◆ Listed entries ◆
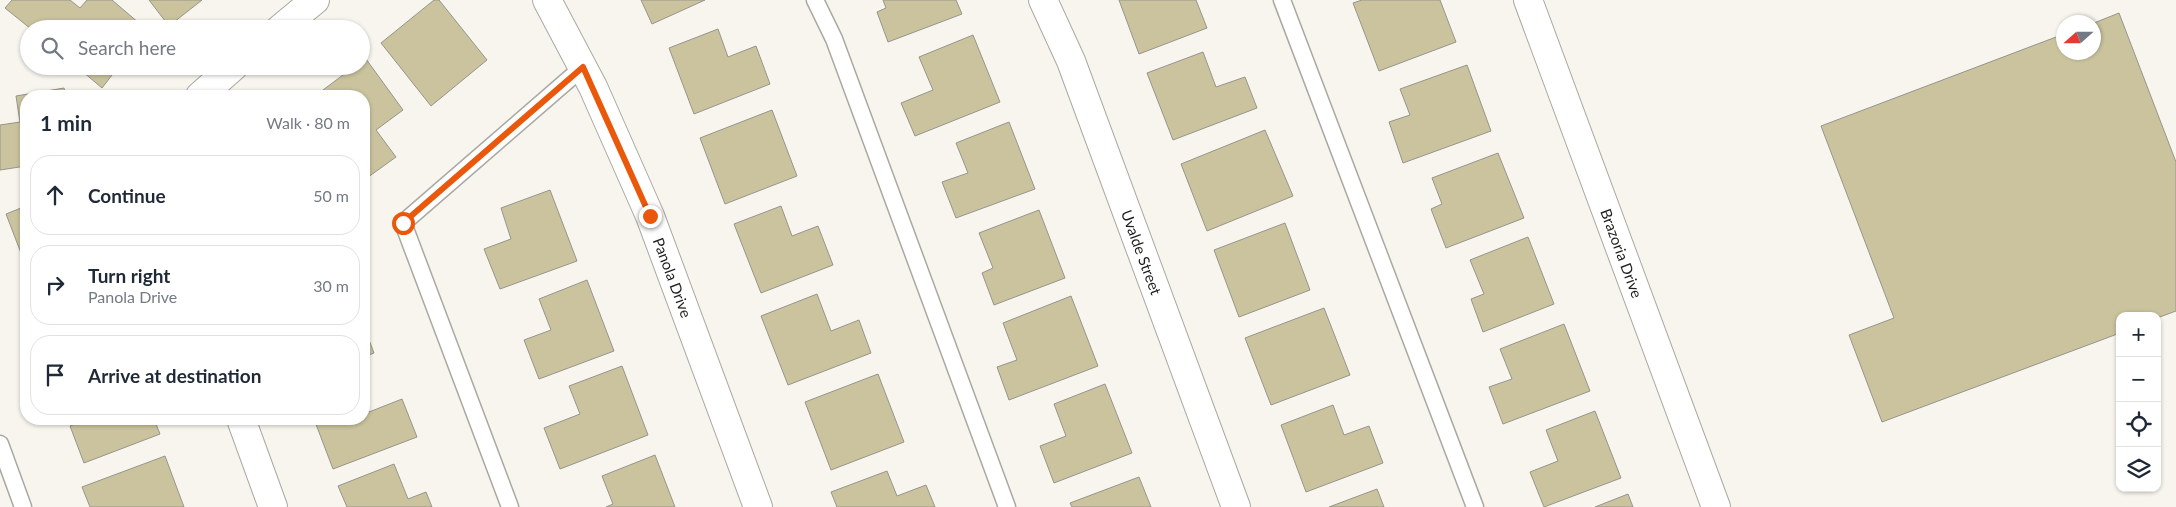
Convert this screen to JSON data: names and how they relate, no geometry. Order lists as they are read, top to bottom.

...

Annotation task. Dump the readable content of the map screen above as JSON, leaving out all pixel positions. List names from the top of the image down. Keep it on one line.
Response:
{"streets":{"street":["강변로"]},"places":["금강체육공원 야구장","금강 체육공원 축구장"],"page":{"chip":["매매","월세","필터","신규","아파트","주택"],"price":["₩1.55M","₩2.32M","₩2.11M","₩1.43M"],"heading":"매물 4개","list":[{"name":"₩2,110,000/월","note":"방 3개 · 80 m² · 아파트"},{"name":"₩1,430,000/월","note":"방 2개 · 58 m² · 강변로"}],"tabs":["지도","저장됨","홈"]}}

◆ Problem description ◆
Show every line from the entries that includes the word "screen".

◆ Output for this exercise ◆
Convert this screen to JSON data: names and how they relate, no geometry. Order lists as they are read, top to bottom.
Annotation task. Dump the readable content of the map screen above as JSON, leaving out all pixel positions. List names from the top of the image down. Keep it on one line.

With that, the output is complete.